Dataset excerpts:
☆ ☆ ☆ ☆ ☆ ☆ ☆
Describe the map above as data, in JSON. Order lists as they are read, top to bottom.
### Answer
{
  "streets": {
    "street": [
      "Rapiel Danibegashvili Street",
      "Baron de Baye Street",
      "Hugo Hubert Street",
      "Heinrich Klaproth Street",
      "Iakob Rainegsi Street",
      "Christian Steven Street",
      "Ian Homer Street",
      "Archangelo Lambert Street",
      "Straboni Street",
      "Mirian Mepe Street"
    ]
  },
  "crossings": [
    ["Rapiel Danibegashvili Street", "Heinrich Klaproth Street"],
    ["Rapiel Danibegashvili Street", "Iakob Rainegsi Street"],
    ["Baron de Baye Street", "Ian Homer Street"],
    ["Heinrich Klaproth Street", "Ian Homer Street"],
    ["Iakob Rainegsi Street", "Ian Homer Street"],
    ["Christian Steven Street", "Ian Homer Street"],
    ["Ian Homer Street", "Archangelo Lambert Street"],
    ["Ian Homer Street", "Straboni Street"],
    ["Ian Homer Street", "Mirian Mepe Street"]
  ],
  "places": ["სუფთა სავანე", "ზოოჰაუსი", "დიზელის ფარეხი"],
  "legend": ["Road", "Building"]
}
☆ ☆ ☆ ☆ ☆ ☆ ☆
■ **Your assignment**
Copy out every record exactly.

■ **Problem solution**
Describe the map above as data, in JSON. Order lists as they are read, top to bottom.
### Answer
{
  "streets": {
    "street": [
      "Rapiel Danibegashvili Street",
      "Baron de Baye Street",
      "Hugo Hubert Street",
      "Heinrich Klaproth Street",
      "Iakob Rainegsi Street",
      "Christian Steven Street",
      "Ian Homer Street",
      "Archangelo Lambert Street",
      "Straboni Street",
      "Mirian Mepe Street"
    ]
  },
  "crossings": [
    ["Rapiel Danibegashvili Street", "Heinrich Klaproth Street"],
    ["Rapiel Danibegashvili Street", "Iakob Rainegsi Street"],
    ["Baron de Baye Street", "Ian Homer Street"],
    ["Heinrich Klaproth Street", "Ian Homer Street"],
    ["Iakob Rainegsi Street", "Ian Homer Street"],
    ["Christian Steven Street", "Ian Homer Street"],
    ["Ian Homer Street", "Archangelo Lambert Street"],
    ["Ian Homer Street", "Straboni Street"],
    ["Ian Homer Street", "Mirian Mepe Street"]
  ],
  "places": ["სუფთა სავანე", "ზოოჰაუსი", "დიზელის ფარეხი"],
  "legend": ["Road", "Building"]
}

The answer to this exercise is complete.